Many want to become an Urban Warrior

Many want to become an Urban Warrior

Ajax has had a majority stake in Ajax Cape Town since 1999. In our Message from Cape Town column, we feature the African Ajax team every Monday. In the seventh issue of this season, Corné Groenendijk, head of youth development, looks back at the recently held Talent Days trials.

Ajax Cape Town held its third Talent Days last weekend. Head of youth development Corné Groenendijk was surprised at the number of kids who had travelled far and wide to the Ikamva training complex, in the hopes of becoming an Urban Warrior, which is Ajax Cape Town’s nickname. “Africans often don’t arrive on time, but when I arrived at Ikamva at seven a.m. on Saturday, the place was crowded with players. There were even more than I had anticipated.”
In total, about one thousand young football hopefuls between the ages of eleven and fifteen reported to Ajax Cape Town, hoping to show what they can do. “It’s different than in the Netherlands”, says Groenendijk, speaking from experience. “In the Netherlands, everything goes through clubs, and you know most of the young players. Or you call a club and get a list of players. In Cape Town, they come from everywhere, including footballers without clubs.
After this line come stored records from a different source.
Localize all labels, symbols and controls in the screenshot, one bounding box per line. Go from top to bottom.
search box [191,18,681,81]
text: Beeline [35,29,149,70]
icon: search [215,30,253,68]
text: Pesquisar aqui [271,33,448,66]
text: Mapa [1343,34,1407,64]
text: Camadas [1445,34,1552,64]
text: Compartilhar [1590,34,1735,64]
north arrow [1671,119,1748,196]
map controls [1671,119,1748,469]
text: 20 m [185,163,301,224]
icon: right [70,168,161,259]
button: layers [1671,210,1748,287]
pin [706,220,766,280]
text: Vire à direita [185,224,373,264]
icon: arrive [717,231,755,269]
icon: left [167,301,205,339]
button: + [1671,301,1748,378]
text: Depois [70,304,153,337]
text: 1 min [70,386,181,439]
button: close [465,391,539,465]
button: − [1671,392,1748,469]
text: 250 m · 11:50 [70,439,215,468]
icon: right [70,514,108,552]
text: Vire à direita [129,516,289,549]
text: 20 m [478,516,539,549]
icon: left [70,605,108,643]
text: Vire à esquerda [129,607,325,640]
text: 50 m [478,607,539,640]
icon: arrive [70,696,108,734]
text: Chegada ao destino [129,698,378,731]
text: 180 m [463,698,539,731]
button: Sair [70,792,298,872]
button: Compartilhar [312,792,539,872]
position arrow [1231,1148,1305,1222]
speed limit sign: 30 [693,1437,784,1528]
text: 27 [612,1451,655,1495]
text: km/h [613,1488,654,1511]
There is also 27 Local Football Associations which has its own competition; that doesn’t make it easier. There’s no organization overseeing everything. We’ll know some of the guys who show up at the Open Trial through their club, but some of the players who come aren’t known to us, and we see that they are really good players.”
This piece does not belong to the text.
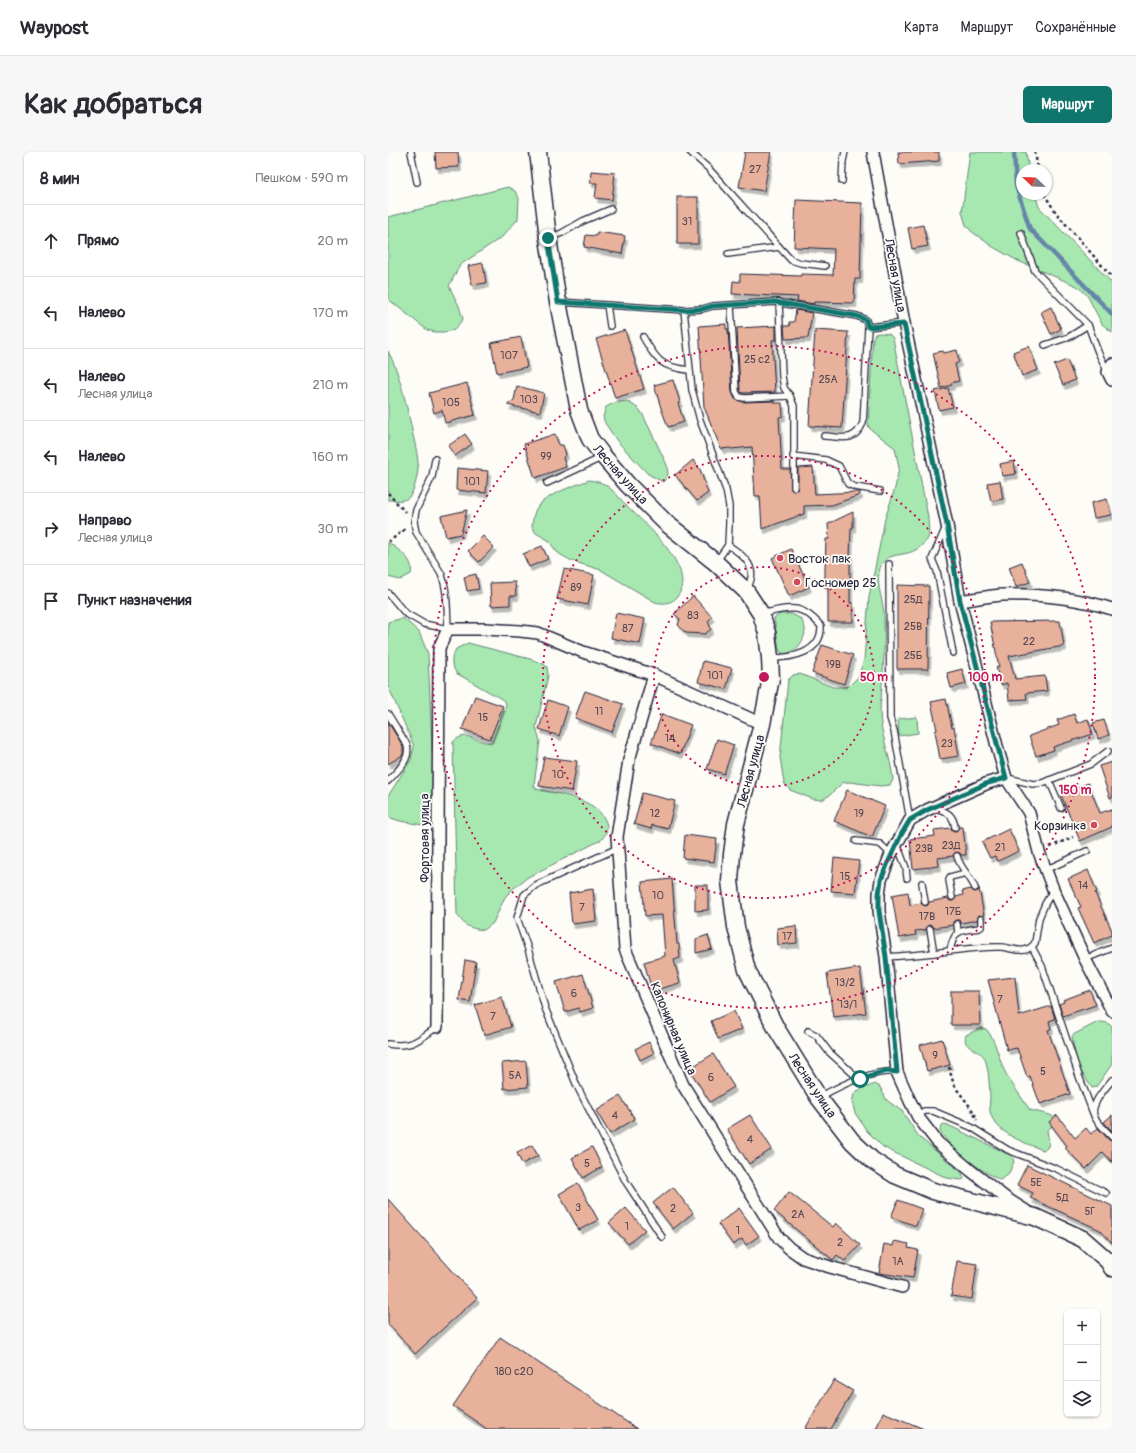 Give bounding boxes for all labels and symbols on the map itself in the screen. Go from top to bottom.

On Saturday, players from 1998, 1999 and 2000 came the – for African standards – ultra modern facility in Cape Town. On Sunday, it was the older players, from 1996 and 1997 who came. Under the watchful eye of youth trainers and scouts, they showed their stuff. Parents were asked to keep as far away as possible. Groenendijk: “There’s a lot of pressure on the kids. They get sent here with the assignment to ‘save the family’. If you’re with Ajax Cape Town’s program, you’ve got it made, at least that’s what people think.”
Last weekend’s Talent Days were the third and last ones for this year. In February, July, and October, kids came to Imkava looking for a football break. But kids also get selected in the First Touch program, and, together with the chosen kids from the Talent Days, they’ll vie for a spot in the youth development program. “We’ve selected a total of 35 kids who are competing for sixteen available spots in the under 12 team. We don’t take them younger than that. We feel that you can only see how good they are starting at that age.”

The Talent Days bring new players in for the other teams too. “We evaluated all of the teams beforehand. So we know exactly which positions we need players for. Fifty kids selected from last weekend’s Open Trials will come to practice with us twice this week. For us, that’s when we’ll really get to see if they’re good enough to play with us.”

And if that’s the case, entire families become proud as peacocks. Thanks to Ajax Cape Town’s success last season in the competition, the club can know count itself among the leading clubs from Johannesburg. “Orlando Pirates, Kaizer Chiefs and Sundowns and the Ajax, Feyenoord and PSV of South Africa. If we play a home game against Chiefs, it will be sold out, but ninety per cent of the crowd will be Kaizer Chief fans. It’s slowly starting to change a little bit”, says Groenendijk, who experiences this daily. “People from Cape Town say they are for Chiefs, but that Ajax Cape Town is their second team.”